The WCP was developed by state wildlife agency experts from Colorado, Kansas, New Mexico, Oklahoma and Texas in 2013 with input from a wide variety of stakeholders. The special 4(d) rule provides enrolling companies with regulatory assurances through a special ESA provision, so that companies have a pathway to continue operations and development in the LPC region. The companies agree to pay modest enrollment fees, follow a list of guidelines to minimize impacts on the bird and agree to pay for impacts they cannot avoid. The money goes to farmers, ranchers and landowners to protect and restore habitat for the bird. The special rule also establishes that conservation practices carried out through the USDA Natural Resources Conservation Service’s Lesser Prairie-Chicken Initiative (LPCI) and through ongoing normal agricultural practices on existing cultivated land are all in compliance with the ESA and not subject to further regulation.
In addition, a number of other on-the-ground programs have been implemented over the last decade and across the bird’s five-state range to conserve and restore its habitat in the effort to improve its status. These programs serve as a comprehensive framework within which conservation of the LPC can be achieved. The various efforts are similar to a recovery plan, something that the FWS normally prepares after a species is listed. This early identification of a strategy to conserve the LPC is likely to speed its eventual delisting.

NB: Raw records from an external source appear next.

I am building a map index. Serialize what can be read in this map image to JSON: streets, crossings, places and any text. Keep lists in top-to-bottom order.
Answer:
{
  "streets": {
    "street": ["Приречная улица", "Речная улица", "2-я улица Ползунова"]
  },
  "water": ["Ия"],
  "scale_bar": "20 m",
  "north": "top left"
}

Impacting the Energy Industry
The FWS is also considering applying the special ESA 4(d) rule to exempt companies and landowners enrolled in a separate conservation plan known as a habitat credit exchange. That program, which involves the Environmental Defense Fund, the Nature Conservancy and energy giants BP PLC, Chesapeake Energy Corp., Chevron Corp., SandRidge Energy Inc. and Exxon Mobil Corp., promotes mitigation similar to the WCP, though it is billed as more nimble because it allows prices to be set by developers and landowners. The current schedule for adoption of the habitat credit exchange may occur as early this fall.
The one commonality for all of these programs is the liberal usage of several GIS programs and databases to facilitate avoidance and minimization through project planning and the application of conservation practices, both during and after construction, that eliminate (to the extent possible) or reduce impacts to LPC habitat. The use of these tools is envisioned to create an environment where projects can move forward expeditiously with known up front mitigation fees. In so doing, through the ESA 4(d) special rule, the project proponent is specifically exempted from regulation for the take of LPC if that take is incidental to carrying out the provisions of the WCP or other approved approaches.
All these options will require following informed practices that may include project planning, field surveys, implementation of best management practices and avoidance measures of specific activities during mating, nesting and fledging seasons, defined as March 15-July 15 of any year. Of all possible options, the WCP is the most evolved and seems to focus on reducing project costs by allowing participants to implement avoidance and minimization to the extent possible, yet proceed directly to mitigation in a rapid fashion.
There is no question that the FWS listing of the LPC as threatened will have an impact on a majority of business and industrial endeavors within its designated range in the five-state region. However, with thorough and careful pre-planning of projects, using the available conservation options, the impacts on project schedule and budget can be managed along with other environmental issues.
Ron Jarman, Ph.D., is senior environmental manager and Robin Laine is national program manager at Apex Companies LLC.